Week of 12 July 2021
What are synergies between environmental and human rights due diligence, and what does this mean for upcoming EU legislation?
Our key takeaway: The upcoming EU legislation under the Sustainable Corporate Governance Initiative offers a golden opportunity to design a due diligence structure whereby companies are empowered, equipped and incentivized to adopt a comprehensive sustainability approach to risks to people and to the planet.
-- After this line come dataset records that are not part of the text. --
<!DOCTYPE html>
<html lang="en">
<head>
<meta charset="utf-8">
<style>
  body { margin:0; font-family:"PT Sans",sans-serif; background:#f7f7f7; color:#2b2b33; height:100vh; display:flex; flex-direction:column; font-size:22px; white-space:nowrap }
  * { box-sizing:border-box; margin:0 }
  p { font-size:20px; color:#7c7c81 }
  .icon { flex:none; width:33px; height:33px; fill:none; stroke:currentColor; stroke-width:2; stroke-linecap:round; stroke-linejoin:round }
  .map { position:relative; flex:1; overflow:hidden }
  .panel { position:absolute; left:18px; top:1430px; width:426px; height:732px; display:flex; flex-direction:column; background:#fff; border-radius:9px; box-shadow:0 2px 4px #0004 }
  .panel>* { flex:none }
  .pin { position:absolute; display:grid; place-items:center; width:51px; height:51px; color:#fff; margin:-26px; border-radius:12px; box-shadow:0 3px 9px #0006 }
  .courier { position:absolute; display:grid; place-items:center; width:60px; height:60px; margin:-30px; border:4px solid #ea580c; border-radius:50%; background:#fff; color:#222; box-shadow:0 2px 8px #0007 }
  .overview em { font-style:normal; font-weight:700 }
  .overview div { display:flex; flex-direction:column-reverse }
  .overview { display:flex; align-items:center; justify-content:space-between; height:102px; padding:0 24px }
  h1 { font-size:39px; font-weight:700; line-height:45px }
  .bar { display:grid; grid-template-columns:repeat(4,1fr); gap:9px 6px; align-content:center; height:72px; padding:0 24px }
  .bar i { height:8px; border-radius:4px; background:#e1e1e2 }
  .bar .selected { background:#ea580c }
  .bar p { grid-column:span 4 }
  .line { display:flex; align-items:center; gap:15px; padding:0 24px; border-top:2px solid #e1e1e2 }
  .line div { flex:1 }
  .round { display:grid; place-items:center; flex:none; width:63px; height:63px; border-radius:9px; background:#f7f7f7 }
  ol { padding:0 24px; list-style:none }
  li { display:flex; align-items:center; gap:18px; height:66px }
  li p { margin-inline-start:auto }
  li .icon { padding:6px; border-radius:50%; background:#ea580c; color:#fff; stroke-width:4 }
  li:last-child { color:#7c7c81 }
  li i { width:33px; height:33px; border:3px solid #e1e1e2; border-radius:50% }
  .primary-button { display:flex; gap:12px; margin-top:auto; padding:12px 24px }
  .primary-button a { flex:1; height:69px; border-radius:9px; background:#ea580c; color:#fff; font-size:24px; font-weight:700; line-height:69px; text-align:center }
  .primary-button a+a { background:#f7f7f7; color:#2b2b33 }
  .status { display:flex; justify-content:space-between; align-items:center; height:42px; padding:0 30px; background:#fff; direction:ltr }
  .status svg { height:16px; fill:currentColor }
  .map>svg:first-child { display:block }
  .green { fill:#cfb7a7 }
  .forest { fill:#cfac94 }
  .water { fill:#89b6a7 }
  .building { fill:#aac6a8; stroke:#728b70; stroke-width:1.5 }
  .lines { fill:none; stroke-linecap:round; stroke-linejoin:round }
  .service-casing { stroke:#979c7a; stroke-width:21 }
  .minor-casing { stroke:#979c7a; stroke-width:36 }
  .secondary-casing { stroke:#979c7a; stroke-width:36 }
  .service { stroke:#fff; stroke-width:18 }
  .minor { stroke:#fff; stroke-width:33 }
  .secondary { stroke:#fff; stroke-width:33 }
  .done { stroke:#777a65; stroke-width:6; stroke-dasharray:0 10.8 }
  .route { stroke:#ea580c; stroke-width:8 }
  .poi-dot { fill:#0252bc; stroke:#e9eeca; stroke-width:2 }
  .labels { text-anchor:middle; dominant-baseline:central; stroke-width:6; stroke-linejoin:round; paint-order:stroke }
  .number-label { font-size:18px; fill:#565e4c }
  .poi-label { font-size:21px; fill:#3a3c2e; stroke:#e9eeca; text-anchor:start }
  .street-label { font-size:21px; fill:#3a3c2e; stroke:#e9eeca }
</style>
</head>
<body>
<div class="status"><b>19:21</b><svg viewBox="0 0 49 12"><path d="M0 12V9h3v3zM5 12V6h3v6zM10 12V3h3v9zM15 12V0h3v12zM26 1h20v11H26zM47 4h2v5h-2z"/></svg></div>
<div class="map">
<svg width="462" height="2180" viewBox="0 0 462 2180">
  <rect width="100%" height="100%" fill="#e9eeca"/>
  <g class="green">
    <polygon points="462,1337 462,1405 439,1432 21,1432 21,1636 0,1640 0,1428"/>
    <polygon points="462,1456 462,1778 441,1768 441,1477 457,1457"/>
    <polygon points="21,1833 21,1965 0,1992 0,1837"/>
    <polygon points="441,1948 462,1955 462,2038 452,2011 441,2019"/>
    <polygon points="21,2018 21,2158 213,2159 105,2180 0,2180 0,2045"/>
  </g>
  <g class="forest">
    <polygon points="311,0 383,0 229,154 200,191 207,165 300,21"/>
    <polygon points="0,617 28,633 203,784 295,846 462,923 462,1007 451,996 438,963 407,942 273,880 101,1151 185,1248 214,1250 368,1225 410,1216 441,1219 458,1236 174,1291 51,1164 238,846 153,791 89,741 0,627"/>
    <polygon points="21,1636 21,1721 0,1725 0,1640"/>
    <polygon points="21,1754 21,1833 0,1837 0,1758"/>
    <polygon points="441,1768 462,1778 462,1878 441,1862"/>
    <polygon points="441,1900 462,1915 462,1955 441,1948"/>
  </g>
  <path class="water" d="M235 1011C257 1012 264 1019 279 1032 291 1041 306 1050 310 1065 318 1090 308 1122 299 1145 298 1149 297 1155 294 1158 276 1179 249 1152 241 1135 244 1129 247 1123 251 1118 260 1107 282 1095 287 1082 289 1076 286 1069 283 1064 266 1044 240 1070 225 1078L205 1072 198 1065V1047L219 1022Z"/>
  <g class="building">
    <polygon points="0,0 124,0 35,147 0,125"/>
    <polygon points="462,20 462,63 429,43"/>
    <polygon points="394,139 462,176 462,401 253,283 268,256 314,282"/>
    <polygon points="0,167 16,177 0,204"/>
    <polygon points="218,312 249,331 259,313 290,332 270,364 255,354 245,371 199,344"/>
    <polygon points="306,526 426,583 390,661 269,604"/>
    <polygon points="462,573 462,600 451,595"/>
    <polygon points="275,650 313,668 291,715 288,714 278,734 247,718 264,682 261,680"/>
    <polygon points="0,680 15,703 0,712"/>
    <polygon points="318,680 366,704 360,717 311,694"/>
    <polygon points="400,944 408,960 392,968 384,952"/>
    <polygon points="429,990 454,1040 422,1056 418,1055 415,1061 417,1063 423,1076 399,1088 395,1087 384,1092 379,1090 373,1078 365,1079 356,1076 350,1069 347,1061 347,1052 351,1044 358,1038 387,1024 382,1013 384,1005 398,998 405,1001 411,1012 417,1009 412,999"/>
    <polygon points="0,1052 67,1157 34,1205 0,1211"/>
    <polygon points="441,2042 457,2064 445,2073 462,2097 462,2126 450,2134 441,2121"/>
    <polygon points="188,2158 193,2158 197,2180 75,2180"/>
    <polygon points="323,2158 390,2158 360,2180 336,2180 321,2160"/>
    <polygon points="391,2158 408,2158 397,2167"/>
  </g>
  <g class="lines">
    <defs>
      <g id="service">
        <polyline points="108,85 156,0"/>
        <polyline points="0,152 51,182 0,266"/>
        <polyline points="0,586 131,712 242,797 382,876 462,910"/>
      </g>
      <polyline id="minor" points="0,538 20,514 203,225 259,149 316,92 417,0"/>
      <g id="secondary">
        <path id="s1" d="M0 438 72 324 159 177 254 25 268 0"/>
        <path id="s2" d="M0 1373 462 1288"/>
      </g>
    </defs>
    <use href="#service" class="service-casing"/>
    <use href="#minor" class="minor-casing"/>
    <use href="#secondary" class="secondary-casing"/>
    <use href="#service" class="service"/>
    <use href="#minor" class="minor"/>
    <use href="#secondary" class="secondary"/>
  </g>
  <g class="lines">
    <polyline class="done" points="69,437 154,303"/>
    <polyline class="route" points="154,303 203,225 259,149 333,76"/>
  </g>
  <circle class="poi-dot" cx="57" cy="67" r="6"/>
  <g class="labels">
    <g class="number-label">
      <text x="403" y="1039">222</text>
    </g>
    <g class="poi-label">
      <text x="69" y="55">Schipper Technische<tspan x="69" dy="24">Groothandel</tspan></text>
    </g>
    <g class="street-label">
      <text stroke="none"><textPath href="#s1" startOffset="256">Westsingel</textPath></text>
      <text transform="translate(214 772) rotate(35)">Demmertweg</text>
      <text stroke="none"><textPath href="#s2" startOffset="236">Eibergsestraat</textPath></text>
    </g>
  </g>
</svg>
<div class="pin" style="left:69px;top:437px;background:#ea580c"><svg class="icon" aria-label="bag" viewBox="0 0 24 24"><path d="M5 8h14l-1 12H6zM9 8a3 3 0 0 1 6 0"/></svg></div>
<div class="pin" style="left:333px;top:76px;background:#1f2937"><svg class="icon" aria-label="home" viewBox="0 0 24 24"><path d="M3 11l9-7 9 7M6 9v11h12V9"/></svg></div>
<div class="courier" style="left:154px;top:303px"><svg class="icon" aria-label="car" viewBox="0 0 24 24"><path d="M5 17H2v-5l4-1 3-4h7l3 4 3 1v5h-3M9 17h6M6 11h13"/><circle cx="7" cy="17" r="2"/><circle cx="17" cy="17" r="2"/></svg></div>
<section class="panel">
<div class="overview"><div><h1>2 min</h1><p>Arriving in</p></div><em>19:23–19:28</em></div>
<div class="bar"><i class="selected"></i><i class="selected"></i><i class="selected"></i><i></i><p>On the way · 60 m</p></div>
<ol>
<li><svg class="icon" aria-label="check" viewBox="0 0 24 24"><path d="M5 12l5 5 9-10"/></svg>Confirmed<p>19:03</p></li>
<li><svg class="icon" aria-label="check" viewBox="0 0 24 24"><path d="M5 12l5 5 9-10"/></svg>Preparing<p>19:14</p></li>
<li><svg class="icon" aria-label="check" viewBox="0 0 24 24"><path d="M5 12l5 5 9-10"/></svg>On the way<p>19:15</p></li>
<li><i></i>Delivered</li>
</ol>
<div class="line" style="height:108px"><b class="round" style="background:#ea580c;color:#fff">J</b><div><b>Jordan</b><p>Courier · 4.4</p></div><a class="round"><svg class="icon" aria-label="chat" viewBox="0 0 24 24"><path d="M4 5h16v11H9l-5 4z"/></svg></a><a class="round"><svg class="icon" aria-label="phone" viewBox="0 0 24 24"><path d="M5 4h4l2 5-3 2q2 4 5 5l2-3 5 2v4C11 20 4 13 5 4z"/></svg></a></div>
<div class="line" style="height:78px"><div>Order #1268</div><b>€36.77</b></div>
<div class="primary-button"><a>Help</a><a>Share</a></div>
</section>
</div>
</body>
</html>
Anna Triponel published a Shift viewpoint with input from Francis West and Rachel Davis (and a huge thank you to those of you reading this who gave us inputs and reflections) which offers some key reflections that can help inform a harmonized due diligence obligation in the upcoming EU legislation under the Sustainable Corporate Governance Initiative:
- We have applicable international frameworks already (the UNGPs and the OECD Guidelines). An overarching ‘sustainability due diligence’ framework should clearly build on these soft law due diligence standards and methodologies, and create further connections and synergies between them. Further, taking a full value chain approach to sustainability due diligence is becoming the expectation. In both areas, companies are increasingly accustomed to navigating international and national standards. And the actions expected for instances of cause or contribution in the environmental space are similar to the human rights space: cease, prevent, and/or mitigate the impacts and remedy the contribution.
- There are some distinctions that a due diligence framework can help bridge. The risks companies will identify through their due diligence will look different – depending on whether they are viewed from the perspective of people, the planet, or the business. By bringing these areas together under one ‘sustainability due diligence’ umbrella, we have the opportunity of more clearly understanding the inter-connections between these impacts. Further, looking at risks to people and planet today will yield a different result than looking at impacts that could occur in a year, in ten years or in a generation’s time. In practice, we are seeing that companies are finding it easier to bring environmental and human rights considerations together under one broader umbrella when both sets of impacts are more localized in nature. New legislation can reflect the differing timelines and locations of where risks may manifest, and help ensure that due diligence enables capturing change over time, both to the risk and to the expected mitigation/action. There is also an opportunity to support companies in conducting stakeholder engagement that can inform both their environmental and human rights due diligence, while recognizing where the objectives of, and audiences for, engagement may differ.
- The importance of embedding due diligence in governance. As the connections between the ‘E’ and the ‘HR’ of ‘HREDD’ grow, so too will the need for cross-functional structures and discussions that enable companies to take a holistic approach to due diligence. This extends to when companies are setting overarching targets, as well as how they set up their internal accountability and responsibility structures. Synergies should start to happen between functions, budget lines, programming and expertise on these areas within companies. And this in turn will start to inform business models that are viewed as sustainable for the long term – as well as those that are not.